Внизу, несмотря на дымку, я увидел разветвленные рукава Миссисипи — они блестели на солнце, словно отлитые из латуни или бронзы. Было еще очень рано — я это знал, потому что не раз летал по этой линии, и закрыл глаза, чтобы спать дальше.
Он читал книжонку серии «Ро-ро-ро»[2].
В общем, закрывать глаза теперь не было смысла — я проснулся, проснулся окончательно, и сосед мой почему-то занимал меня, я видел его, так сказать, и с закрытыми глазами. Я заказал завтрак… В Штатах он был, как я и предполагал, впервые. Однако уже успел составить себе о них окончательное суждение и при этом не мог не признать (в целом он находил американцев некультурными), что у них все же есть и кое-что положительное — например, дружелюбное отношение большинства американцев к немцам.
Я не стал с ним спорить.
Ни один немец не желает ремилитаризации, но русские толкают Америку на гонку вооружений, и это трагично.
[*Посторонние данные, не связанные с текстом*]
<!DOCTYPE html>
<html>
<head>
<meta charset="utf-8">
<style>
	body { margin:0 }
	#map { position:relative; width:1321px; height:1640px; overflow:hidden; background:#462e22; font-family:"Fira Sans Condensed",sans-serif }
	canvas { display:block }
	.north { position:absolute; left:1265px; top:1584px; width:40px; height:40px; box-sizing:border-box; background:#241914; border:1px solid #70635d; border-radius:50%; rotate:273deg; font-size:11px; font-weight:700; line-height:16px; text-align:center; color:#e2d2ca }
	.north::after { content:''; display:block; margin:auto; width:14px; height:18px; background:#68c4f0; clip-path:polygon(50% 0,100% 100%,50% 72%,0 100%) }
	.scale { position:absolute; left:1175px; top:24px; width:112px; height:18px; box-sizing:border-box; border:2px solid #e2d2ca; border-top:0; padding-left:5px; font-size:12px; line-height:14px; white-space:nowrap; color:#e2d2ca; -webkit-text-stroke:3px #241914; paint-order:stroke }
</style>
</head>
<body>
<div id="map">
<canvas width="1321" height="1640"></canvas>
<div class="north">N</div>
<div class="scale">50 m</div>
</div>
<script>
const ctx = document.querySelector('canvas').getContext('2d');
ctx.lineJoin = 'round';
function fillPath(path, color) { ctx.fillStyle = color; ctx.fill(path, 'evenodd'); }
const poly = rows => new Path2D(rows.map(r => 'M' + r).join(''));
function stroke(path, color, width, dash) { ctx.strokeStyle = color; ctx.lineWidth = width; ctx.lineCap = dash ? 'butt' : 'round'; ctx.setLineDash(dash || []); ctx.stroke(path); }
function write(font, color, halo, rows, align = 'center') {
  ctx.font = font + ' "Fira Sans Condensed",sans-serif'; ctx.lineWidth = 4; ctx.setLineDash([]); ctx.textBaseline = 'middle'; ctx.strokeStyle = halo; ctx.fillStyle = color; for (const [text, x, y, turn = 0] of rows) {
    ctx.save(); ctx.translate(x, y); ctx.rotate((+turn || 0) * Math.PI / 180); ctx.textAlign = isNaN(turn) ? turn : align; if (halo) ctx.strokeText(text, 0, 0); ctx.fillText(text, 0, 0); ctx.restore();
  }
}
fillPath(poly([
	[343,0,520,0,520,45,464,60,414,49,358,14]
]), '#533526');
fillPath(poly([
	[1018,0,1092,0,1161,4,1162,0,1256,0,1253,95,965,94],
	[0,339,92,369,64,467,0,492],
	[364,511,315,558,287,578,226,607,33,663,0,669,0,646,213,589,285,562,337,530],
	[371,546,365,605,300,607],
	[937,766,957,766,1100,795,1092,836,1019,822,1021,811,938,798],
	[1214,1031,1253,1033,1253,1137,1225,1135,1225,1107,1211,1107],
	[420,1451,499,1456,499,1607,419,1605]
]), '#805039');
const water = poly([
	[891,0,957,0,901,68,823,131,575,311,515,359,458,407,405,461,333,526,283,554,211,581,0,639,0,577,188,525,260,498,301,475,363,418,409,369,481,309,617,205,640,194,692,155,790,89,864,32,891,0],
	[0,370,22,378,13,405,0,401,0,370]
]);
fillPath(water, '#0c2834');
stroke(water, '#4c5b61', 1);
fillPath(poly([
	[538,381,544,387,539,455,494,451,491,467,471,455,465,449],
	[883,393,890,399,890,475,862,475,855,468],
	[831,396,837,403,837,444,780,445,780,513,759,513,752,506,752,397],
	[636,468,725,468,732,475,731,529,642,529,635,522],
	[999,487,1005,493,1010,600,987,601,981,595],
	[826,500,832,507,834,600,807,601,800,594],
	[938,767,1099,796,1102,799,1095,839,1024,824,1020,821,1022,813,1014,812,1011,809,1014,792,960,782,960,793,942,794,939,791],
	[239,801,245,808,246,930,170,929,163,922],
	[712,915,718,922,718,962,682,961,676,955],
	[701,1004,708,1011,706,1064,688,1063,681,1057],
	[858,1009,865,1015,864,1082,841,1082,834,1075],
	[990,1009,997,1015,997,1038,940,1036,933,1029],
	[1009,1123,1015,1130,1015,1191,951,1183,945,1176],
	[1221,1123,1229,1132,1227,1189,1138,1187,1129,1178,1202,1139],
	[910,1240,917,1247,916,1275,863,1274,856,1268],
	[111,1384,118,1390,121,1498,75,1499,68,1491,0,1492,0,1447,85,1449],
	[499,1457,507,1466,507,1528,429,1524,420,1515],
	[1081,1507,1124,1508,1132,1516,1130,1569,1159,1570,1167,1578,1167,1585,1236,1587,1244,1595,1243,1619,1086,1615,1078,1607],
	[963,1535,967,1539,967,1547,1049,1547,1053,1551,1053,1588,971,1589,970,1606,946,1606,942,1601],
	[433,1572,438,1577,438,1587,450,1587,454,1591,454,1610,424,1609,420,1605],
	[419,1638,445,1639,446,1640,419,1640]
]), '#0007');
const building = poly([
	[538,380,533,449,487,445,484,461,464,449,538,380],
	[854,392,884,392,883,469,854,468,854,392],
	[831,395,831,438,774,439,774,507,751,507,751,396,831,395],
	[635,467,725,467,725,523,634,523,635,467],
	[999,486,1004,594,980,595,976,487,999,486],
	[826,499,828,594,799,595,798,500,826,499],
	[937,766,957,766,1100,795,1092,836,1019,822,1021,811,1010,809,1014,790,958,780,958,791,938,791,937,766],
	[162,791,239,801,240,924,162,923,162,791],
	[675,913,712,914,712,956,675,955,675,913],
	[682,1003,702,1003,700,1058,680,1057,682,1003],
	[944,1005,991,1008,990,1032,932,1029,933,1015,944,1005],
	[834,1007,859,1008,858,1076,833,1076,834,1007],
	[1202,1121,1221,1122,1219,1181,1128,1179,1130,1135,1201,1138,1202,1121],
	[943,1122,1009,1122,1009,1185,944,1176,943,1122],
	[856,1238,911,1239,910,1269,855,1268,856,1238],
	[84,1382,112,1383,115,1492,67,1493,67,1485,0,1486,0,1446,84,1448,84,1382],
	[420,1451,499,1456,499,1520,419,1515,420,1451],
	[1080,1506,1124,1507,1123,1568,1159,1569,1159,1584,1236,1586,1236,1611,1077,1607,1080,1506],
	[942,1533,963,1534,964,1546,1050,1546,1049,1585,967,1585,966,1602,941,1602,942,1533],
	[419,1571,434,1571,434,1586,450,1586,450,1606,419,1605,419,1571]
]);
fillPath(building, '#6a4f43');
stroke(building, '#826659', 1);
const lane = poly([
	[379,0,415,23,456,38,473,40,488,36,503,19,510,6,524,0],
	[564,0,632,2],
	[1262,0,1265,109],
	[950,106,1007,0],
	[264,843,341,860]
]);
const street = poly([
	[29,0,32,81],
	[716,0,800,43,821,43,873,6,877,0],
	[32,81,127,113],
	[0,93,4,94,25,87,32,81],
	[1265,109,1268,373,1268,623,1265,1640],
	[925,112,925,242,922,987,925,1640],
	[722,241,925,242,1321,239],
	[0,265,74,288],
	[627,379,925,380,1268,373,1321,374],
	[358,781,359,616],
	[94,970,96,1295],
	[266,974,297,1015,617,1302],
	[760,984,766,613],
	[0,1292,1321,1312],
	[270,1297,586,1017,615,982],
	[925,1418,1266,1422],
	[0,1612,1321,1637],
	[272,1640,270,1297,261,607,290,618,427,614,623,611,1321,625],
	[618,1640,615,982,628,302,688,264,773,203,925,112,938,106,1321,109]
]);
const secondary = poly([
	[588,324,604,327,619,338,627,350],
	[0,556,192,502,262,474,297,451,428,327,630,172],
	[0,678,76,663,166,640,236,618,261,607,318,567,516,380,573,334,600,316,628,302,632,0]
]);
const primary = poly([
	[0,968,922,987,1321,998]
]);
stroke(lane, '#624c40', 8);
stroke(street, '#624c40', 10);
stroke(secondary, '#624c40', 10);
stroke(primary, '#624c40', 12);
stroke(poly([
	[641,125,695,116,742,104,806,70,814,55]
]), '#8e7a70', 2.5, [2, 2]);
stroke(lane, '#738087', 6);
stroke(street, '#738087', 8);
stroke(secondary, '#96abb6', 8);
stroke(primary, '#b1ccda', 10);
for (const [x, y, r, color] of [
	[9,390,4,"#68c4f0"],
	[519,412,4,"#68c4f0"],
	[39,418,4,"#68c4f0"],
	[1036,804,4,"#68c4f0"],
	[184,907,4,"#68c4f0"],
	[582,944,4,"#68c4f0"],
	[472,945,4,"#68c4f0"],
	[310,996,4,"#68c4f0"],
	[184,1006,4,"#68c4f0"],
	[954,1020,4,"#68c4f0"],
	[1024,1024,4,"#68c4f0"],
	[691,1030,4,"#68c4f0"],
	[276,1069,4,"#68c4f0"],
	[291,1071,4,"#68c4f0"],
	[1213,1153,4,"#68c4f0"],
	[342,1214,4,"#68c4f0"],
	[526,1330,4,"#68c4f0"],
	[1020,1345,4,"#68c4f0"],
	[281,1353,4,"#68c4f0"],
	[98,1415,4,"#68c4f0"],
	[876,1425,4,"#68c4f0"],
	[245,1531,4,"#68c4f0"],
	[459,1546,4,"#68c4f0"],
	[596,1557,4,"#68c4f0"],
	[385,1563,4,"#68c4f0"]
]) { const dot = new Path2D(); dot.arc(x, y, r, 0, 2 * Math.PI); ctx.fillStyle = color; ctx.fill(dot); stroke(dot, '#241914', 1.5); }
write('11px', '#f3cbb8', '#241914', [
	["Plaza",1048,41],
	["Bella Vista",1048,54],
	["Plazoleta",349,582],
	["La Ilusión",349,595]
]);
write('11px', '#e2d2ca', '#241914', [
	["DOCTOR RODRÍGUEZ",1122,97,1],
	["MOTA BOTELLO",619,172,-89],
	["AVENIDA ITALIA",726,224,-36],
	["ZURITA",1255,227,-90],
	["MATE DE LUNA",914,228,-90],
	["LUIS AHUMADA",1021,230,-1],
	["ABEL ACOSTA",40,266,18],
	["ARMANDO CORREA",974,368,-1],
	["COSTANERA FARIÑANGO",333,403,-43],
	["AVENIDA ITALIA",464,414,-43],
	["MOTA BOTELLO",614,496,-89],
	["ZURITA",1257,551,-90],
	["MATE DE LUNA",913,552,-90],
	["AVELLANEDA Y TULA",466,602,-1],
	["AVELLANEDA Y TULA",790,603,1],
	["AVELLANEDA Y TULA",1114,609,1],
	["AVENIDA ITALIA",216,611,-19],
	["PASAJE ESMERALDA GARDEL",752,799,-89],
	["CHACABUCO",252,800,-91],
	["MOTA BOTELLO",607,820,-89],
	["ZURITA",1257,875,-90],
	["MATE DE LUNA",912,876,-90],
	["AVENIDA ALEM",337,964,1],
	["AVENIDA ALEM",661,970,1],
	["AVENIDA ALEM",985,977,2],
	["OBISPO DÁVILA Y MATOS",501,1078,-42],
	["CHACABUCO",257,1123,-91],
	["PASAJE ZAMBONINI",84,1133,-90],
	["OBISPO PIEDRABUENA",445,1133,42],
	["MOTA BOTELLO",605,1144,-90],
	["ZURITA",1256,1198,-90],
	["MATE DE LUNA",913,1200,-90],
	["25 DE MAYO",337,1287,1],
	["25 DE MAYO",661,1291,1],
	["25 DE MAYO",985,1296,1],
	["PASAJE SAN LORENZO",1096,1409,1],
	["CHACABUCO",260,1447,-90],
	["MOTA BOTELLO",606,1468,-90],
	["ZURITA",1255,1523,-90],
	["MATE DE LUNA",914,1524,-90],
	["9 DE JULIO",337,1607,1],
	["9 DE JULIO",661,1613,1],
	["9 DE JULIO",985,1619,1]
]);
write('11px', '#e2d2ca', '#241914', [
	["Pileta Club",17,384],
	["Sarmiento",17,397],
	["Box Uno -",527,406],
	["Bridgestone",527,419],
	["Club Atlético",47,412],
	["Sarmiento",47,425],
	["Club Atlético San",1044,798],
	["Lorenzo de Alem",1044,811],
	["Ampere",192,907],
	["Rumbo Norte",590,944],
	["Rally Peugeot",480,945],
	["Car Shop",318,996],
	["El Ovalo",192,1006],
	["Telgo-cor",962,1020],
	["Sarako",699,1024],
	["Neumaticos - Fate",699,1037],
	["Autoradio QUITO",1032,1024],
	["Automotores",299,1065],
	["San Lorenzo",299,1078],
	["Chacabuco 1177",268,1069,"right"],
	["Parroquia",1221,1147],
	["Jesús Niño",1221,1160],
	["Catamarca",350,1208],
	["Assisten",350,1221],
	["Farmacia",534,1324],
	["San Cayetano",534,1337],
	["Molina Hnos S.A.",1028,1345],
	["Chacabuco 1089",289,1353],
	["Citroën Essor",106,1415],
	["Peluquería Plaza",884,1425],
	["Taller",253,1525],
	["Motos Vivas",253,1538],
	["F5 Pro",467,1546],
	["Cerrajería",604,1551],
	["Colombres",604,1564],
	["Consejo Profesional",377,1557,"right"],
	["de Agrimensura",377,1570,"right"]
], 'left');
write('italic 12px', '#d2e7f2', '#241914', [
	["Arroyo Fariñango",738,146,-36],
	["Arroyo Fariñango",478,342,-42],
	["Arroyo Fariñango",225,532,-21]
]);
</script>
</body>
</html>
Я, швейцарец (он произнес «свейцарец»), не в состоянии этого понять, потому что я никогда не был на Кавказе, а ему довелось побывать на Кавказе, и уж кто-кто, а он-то знает Ивана, которого вразумишь только оружием. Да, уж кто-кто, а он-то прекрасно знает Ивана! Это он повторил несколько раз.
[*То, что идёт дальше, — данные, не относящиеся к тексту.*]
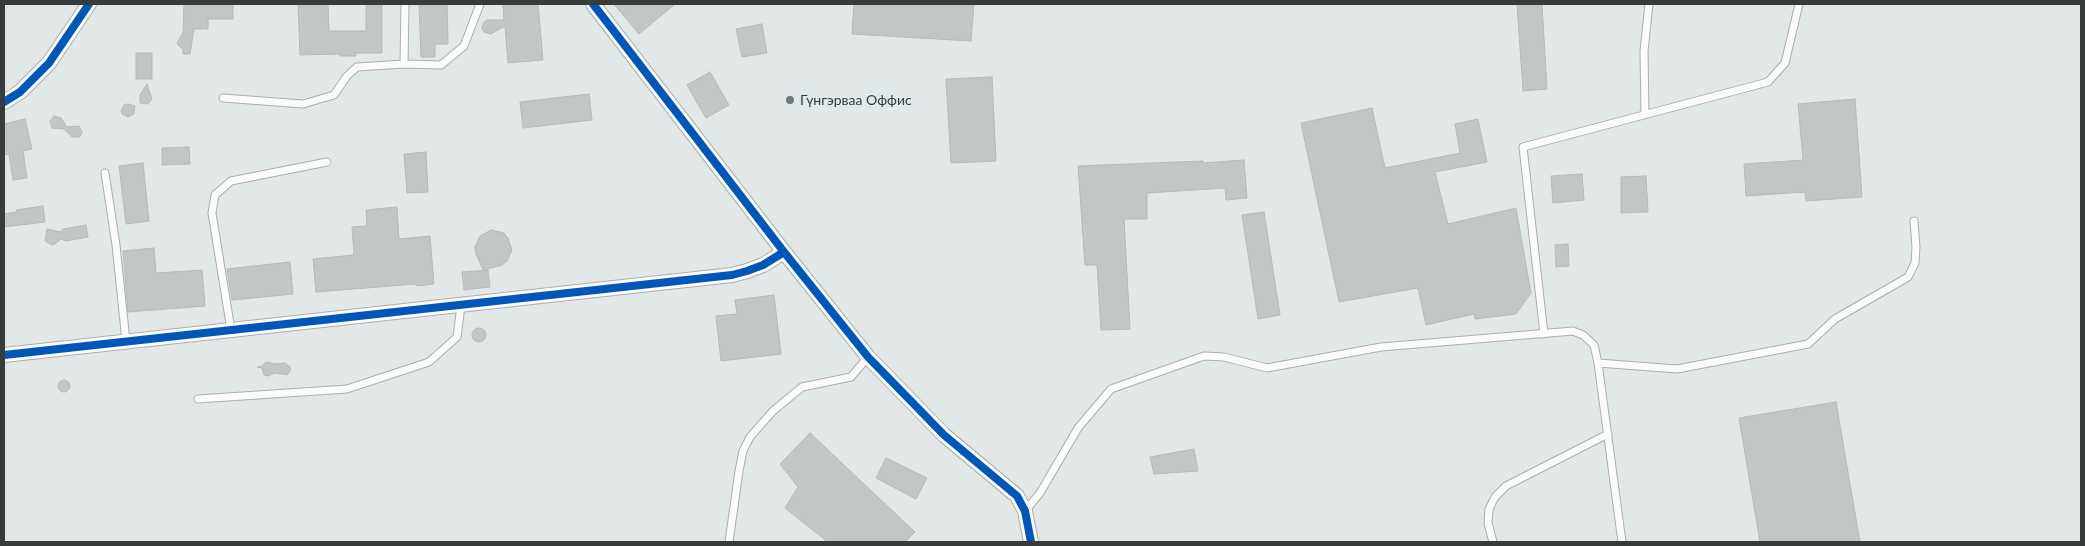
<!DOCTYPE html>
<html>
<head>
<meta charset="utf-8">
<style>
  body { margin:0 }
  #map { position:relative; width:2085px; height:546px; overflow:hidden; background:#e2e7e8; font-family:Lato,sans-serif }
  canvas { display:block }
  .frame { position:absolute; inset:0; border:5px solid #373b3c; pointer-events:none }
</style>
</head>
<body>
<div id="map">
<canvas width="2085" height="546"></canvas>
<div class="frame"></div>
</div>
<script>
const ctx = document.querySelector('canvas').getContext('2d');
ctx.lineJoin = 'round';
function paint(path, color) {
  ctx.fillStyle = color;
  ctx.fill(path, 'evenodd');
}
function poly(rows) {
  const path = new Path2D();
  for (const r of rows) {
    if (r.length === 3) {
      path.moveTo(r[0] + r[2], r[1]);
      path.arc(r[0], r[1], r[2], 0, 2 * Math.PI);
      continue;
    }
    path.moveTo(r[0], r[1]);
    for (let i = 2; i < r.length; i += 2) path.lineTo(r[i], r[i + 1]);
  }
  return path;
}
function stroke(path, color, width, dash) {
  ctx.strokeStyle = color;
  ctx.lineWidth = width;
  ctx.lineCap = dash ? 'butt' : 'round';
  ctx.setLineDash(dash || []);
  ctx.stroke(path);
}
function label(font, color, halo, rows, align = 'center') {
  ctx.font = font + ' Lato,sans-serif';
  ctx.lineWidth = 4.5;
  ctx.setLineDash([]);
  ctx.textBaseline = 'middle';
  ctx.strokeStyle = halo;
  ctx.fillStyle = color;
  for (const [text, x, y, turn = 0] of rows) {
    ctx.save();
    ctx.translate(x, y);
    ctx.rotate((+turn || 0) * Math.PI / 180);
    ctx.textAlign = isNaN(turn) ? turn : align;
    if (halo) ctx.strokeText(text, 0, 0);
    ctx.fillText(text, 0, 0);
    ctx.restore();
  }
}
const building = poly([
  [184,4,233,4,233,19,208,19,208,29,194,29,190,54,183,54,183,49,179,46,177,43,183,33,184,4],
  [298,4,328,4,329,31,366,31,366,4,382,4,382,53,356,53,356,56,340,56,340,54,300,55,298,4],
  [419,4,447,4,448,44,435,44,435,57,421,57,419,4],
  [503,4,538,4,543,60,508,63,505,26,491,34,484,32,482,28,484,22,487,20,504,20,503,4],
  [614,4,675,4,639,34,614,4],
  [854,4,974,4,971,41,852,34,854,4],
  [1517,4,1542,4,1547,89,1523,91,1517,4],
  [762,24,767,53,742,57,736,29,762,24],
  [136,53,152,53,152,79,136,79,136,53],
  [710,72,729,105,706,118,687,85,710,72],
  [992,77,996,161,951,163,946,79,992,77],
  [147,84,152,99,148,104,140,103,140,95,147,84],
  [589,94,592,120,523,128,520,102,589,94],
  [1855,99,1862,197,1806,201,1805,192,1746,196,1744,164,1803,160,1798,104,1855,99],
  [128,104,135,106,134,114,128,117,122,114,121,111,124,105,128,104],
  [1372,108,1385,168,1460,153,1455,124,1478,119,1487,162,1435,172,1448,224,1516,208,1531,293,1516,314,1475,319,1474,314,1426,325,1418,288,1339,302,1301,123,1372,108],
  [54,116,61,118,67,127,79,126,82,132,81,135,79,137,72,137,64,129,52,128,50,121,54,116],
  [25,119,32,149,23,151,27,178,13,180,9,154,4,155,4,124,25,119],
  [189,147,190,164,162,165,162,148,189,147],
  [426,152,428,192,407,193,404,154,426,152],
  [1244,160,1247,198,1226,200,1225,188,1147,193,1147,219,1124,219,1130,329,1101,330,1097,265,1085,265,1078,166,1203,161,1203,163,1244,160],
  [143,163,149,221,126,224,119,166,143,163],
  [1582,174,1584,200,1553,203,1551,176,1582,174],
  [1646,176,1648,212,1621,213,1621,177,1646,176],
  [43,206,45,222,4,227,4,214,17,212,16,210,43,206],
  [397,207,399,239,430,236,434,284,417,286,416,284,316,292,313,259,354,255,352,227,367,226,366,210,397,207],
  [1264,212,1280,315,1258,319,1242,215,1264,212],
  [86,225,88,237,66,241,61,239,55,244,52,245,45,241,47,229,61,232,63,229,86,225],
  [491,230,504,233,508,238,512,250,507,261,502,265,483,270,476,254,475,247,480,236,491,230],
  [1568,244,1569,266,1556,267,1555,245,1568,244],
  [154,248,156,273,202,270,205,306,128,312,123,251,154,248],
  [290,262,293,294,232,300,227,269,290,262],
  [488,270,490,287,464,290,462,272,488,270],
  [774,295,781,354,721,361,716,316,737,314,735,300,774,295],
  [479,335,7],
  [266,362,276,364,285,363,290,367,291,370,287,375,275,373,268,376,264,375,262,368,257,367,262,366,266,362],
  [64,386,6],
  [1836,402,1860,542,1760,542,1739,418,1836,402],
  [810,433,915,532,905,542,828,542,785,508,798,487,780,464,810,433],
  [1194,449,1198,471,1154,474,1150,457,1194,449],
  [886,458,927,478,916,499,876,478,886,458]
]);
paint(building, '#c2c6c6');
stroke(building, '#b5b9ba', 1);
const service = poly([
  [404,64,405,4],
  [223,98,303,104,334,95,347,76,357,67,404,64,441,65,464,46,480,4],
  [1645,114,1644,51,1649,4],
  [105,173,116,245,126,341],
  [231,330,212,213,215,195,231,181,327,162],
  [1544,334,1523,147,1768,82,1785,63,1799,4],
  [1598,363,1677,369,1808,344,1835,319,1908,277,1915,263,1916,247,1914,221],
  [198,399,347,389,429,362,457,337,461,306],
  [1025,511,1040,493,1078,428,1111,389,1204,356,1224,357,1267,368,1381,347,1573,331,1583,335,1594,345,1598,363,1622,542],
  [729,542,739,471,743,451,750,437,773,411,802,387,851,377,868,357],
  [1493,542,1488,523,1489,509,1495,497,1506,486,1608,434]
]);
const minor = poly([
  [593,4,784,252,868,357,944,435,1017,496,1025,511,1031,542],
  [4,102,20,92,49,63,89,4],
  [4,355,732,275,747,271,763,265,784,252]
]);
stroke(service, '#aaaeaf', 9);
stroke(minor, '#aaaeaf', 16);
stroke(service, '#fbfbfc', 7);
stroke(minor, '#fbfbfc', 14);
stroke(poly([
  [593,4,784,252,868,357,944,435,1017,496,1025,511,1031,542],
  [4,102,20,92,49,63,89,4],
  [4,355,732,275,747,271,763,265,784,252]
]), '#0057b8', 8);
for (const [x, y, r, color] of [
  [790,100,5,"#737778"]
]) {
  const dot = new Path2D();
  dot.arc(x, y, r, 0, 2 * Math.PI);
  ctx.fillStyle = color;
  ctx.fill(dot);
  stroke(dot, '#dfe9eb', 2);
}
label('14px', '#373b3c', '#dfe9eb', [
  ["Гүнгэрваа Оффис",800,100]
], 'left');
</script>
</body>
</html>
— Только оружием! — сказал он. — Все остальное не производит на Ивана никакого впечатления.
Я чистил яблоко.
— Делить людей на сверхчеловеков и недочеловеков, как это делал старик Гитлер, конечно, чушь, но азиаты есть азиаты!
Я ел яблоко.
Потом я достал из портфеля электрическую бритву, чтобы побриться, а главным образом чтобы хоть пятнадцать минут побыть одному. Я не люблю немцев, хотя Иоахим, мой друг, тоже был немцем… В туалете я стал прикидывать, не пересесть ли мне на другое место. Я не испытывал никакого желания ближе познакомиться с этим господином, а до Мехико-сити, где ему предстояла пересадка, было еще не меньше четырех часов лету. В конце концов я твердо решил поменять место, ведь не все кресла были заняты. Когда, побрившись, я вернулся в пассажирский салон, чувствуя себя уже свободней и уверенней (не выношу быть небритым), он протянул мне пачку моих протоколов, которые, как он выразился, он позволил себе поднять с пола, чтобы на них никто не наступил. Одним словом — воплощенная вежливость. Я сунул протоколы в портфель и поблагодарил его, видимо, слишком сердечно, потому что он сразу же воспользовался этим и задал новый вопрос.
Не работаю ли я в системе ЮНЕСКО?
Я чувствовал тяжесть в желудке, как, впрочем, часто последнее время, точнее, даже не тяжесть и уж никак не боль, а просто я все время ощущал, что у меня есть желудок — дурацкое ощущение. Быть может, именно поэтому я был такой раздражительный. Я сел на свое старое место и принялся рассказывать, чтобы скрыть свое состояние, чем я занимаюсь, — «Техническая помощь слаборазвитым странам». Я научился говорить об этом, думая совсем о другом. Впрочем, не знаю, о чем я думал. Слово ЮНЕСКО, видно, произвело на него впечатление, как все международное, он перестал ко мне относиться как к «свейцарцу» и слушал с таким вниманием, будто я бог весть кто; он казался заинтересованным до подобострастия, что, впрочем, не мешало ему по-прежнему меня раздражать.